El último factor que quiero señalar es “curioso”. En Costa Rica, la eficiencia con que convertíamos el crecimiento económico en progreso social ha cambiado radicalmente y no lo ha hecho para bien. En las décadas que siguieron a la revolución de 1948, el país capturó todo el valor de las reformas sociales de los años 40 y de las inversiones en seguridad social, derechos laborales, electrificación, bancarización, acceso a agua potable, a capacitación técnica y a cultura y deporte que significaron los gobiernos de la época. Además de esto, había instrumentos como el cooperativismo y el solidarismo que permitieron a amplios sectores de nuestra población fortalecer su bienestar personal, familiar y comunitario.
Pero en tiempos recientes el crecimiento del progreso social se ha concentrado en la burocracia pública que mencionamos al inicio de esta nota; pues la riqueza creada se ha concentrado en sus manos; en una minoría que representa el 13% del empleo total.
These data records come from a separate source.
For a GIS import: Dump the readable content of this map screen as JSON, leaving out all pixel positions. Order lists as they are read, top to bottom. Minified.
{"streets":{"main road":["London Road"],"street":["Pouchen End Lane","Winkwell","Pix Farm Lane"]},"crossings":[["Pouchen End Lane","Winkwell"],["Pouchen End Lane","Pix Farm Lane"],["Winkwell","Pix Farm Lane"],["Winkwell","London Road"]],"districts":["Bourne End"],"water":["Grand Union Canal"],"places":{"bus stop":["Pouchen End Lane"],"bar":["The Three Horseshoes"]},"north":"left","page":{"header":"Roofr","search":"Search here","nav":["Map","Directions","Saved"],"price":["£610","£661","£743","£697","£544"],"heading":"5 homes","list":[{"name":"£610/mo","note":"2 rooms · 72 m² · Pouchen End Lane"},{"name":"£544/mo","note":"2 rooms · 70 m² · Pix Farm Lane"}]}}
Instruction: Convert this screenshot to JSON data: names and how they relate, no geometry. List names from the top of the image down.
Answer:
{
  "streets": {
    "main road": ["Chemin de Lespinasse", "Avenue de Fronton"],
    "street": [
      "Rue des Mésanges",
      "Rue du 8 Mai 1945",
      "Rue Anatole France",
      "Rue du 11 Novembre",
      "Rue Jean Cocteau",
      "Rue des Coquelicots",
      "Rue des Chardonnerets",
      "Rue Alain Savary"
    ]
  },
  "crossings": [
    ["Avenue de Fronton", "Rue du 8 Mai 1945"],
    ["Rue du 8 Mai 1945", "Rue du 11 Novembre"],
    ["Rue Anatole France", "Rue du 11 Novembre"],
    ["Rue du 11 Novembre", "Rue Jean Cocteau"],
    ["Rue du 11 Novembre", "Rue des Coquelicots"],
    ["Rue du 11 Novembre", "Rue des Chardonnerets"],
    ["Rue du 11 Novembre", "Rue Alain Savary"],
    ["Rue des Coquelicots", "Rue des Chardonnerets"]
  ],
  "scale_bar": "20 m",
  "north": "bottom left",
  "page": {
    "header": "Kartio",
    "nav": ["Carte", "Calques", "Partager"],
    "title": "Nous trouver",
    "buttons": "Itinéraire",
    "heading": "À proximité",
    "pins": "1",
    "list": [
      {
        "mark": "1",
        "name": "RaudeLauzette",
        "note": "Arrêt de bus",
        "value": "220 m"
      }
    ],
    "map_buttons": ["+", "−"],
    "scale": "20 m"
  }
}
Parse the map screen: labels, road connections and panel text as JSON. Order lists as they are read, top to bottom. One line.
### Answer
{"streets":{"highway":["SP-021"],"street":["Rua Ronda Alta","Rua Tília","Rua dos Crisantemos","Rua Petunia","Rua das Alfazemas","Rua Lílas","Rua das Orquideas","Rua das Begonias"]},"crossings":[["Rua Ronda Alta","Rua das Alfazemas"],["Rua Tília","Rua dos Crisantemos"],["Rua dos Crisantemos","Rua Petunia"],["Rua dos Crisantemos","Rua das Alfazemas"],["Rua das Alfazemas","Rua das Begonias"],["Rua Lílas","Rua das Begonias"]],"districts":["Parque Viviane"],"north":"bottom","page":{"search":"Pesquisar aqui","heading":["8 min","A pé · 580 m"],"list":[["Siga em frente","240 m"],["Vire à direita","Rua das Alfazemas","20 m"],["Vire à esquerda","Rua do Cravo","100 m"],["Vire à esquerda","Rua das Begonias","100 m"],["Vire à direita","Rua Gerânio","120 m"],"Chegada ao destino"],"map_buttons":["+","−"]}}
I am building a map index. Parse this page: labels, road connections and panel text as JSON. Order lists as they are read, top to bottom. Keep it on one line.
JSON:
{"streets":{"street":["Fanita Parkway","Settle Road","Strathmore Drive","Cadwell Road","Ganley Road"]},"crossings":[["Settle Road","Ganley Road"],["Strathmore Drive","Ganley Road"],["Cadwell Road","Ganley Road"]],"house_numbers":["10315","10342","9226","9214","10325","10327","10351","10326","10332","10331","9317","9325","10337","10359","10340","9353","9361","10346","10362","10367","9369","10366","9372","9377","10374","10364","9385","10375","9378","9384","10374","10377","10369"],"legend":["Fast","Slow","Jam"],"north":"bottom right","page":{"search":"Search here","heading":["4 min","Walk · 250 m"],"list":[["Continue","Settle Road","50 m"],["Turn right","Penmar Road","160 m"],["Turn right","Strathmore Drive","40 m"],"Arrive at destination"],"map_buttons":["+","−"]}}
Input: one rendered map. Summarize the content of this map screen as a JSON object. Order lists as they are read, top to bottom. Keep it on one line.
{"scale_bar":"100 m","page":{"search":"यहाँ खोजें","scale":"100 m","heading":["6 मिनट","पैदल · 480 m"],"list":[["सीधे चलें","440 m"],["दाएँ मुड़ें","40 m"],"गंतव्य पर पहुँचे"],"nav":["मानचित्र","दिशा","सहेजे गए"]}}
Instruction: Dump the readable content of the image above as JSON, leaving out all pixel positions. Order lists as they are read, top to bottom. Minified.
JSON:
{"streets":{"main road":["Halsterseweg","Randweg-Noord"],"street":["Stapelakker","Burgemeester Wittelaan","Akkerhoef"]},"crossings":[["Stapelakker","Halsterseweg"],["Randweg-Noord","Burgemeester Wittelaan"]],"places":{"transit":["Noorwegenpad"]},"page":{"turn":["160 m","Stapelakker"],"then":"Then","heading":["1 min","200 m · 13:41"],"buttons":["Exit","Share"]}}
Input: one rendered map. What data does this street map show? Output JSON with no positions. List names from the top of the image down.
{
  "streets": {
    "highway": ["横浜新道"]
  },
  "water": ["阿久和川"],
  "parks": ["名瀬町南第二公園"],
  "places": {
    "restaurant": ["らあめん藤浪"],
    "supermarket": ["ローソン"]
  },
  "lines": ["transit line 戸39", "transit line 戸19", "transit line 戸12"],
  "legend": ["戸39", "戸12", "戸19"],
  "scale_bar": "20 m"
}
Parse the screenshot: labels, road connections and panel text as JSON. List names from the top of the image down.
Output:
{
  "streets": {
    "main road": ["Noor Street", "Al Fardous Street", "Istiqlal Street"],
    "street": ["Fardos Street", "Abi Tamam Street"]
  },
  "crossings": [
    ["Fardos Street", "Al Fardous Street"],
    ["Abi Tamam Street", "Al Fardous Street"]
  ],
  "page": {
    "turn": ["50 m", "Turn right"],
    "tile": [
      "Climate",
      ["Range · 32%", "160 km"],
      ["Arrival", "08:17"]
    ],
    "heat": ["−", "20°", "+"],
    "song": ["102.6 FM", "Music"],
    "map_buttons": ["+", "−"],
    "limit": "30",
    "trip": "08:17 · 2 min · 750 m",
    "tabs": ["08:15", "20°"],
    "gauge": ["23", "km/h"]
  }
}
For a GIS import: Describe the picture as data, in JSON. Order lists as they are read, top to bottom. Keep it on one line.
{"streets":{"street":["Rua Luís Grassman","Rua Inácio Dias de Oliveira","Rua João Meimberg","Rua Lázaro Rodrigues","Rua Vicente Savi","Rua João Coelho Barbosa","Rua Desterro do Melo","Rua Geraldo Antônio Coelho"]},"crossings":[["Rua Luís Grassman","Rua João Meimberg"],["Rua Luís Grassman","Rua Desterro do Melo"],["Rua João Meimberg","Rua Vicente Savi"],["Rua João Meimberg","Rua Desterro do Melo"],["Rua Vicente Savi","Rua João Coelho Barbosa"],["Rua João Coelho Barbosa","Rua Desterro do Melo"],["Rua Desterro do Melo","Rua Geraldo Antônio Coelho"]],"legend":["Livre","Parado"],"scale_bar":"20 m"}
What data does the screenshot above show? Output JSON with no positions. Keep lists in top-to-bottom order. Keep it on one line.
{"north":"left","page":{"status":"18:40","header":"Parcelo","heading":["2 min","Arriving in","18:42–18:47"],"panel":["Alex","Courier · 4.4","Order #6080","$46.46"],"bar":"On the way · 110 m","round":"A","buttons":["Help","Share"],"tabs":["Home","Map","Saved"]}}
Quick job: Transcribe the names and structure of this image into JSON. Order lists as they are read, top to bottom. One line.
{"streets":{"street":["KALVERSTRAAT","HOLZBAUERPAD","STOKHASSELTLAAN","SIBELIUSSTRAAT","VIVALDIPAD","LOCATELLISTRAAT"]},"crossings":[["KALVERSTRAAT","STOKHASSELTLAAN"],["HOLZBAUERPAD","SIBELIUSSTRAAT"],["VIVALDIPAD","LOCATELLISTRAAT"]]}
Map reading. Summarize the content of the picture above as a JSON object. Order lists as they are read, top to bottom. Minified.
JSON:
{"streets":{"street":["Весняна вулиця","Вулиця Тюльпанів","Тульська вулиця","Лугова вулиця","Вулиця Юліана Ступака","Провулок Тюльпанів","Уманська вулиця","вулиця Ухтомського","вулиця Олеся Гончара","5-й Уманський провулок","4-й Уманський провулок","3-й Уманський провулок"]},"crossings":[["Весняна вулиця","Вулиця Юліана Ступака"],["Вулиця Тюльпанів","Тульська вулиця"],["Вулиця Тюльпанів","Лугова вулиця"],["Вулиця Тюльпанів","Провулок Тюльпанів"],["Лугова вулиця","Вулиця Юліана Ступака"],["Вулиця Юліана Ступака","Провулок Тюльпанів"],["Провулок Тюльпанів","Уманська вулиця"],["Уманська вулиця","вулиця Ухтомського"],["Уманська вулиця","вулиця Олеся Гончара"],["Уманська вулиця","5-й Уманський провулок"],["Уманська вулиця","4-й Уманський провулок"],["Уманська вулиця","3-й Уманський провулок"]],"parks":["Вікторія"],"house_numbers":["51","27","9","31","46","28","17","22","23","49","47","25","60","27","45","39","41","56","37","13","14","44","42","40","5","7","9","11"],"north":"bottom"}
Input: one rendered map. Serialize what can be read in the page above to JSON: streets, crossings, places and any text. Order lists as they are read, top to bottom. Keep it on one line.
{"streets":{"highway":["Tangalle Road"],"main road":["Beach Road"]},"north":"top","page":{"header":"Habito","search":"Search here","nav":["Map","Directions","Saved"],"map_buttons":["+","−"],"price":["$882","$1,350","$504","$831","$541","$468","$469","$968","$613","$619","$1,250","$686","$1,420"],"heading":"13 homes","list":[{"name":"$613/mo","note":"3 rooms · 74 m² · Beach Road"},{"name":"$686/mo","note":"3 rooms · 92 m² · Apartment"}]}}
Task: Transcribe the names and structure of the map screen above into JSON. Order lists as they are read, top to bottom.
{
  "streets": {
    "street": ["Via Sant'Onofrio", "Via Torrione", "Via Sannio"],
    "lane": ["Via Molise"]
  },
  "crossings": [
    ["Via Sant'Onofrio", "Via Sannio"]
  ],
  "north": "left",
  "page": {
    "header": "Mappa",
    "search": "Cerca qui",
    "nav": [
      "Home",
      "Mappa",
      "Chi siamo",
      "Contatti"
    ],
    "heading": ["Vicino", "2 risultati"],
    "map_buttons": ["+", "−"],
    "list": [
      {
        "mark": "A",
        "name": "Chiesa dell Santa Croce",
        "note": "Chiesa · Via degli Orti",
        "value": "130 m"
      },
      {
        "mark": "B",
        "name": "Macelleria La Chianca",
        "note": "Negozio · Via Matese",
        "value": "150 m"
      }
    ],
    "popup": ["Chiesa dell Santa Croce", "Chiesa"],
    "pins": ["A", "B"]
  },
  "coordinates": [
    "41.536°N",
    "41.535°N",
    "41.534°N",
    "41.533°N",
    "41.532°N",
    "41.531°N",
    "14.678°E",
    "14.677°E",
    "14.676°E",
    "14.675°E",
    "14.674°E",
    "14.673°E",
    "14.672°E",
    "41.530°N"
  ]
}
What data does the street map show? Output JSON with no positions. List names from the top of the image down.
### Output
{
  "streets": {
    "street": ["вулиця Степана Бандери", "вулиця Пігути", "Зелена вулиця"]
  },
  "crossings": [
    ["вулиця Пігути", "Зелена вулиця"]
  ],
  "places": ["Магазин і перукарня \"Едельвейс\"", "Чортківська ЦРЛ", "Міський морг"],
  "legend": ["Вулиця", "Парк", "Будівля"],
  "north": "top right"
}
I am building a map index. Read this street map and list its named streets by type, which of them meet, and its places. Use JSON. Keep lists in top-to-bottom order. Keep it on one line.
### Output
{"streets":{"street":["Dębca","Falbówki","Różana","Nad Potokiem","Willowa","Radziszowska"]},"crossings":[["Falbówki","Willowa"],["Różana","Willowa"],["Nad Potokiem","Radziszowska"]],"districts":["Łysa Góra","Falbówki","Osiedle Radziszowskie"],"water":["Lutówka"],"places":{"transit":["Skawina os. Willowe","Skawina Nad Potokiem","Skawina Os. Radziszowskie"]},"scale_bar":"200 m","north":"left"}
En otras palabras, hemos decidido —por no poner atención, diría mi abuela— que la riqueza creada solo se convierta en un creciente progreso social para los empleados públicos de mayor rango. No es tanto que hayamos perdido la capacidad de convertir nuestro crecimiento en progreso social, sino que por medio de instrumentos laborales —convenciones colectivas, beneficios y pluses—, un poder desmedido y un claro conflicto de interés; la clase política y la burocracia institucional se hayan “robado” el crecimiento de nuestro bienestar.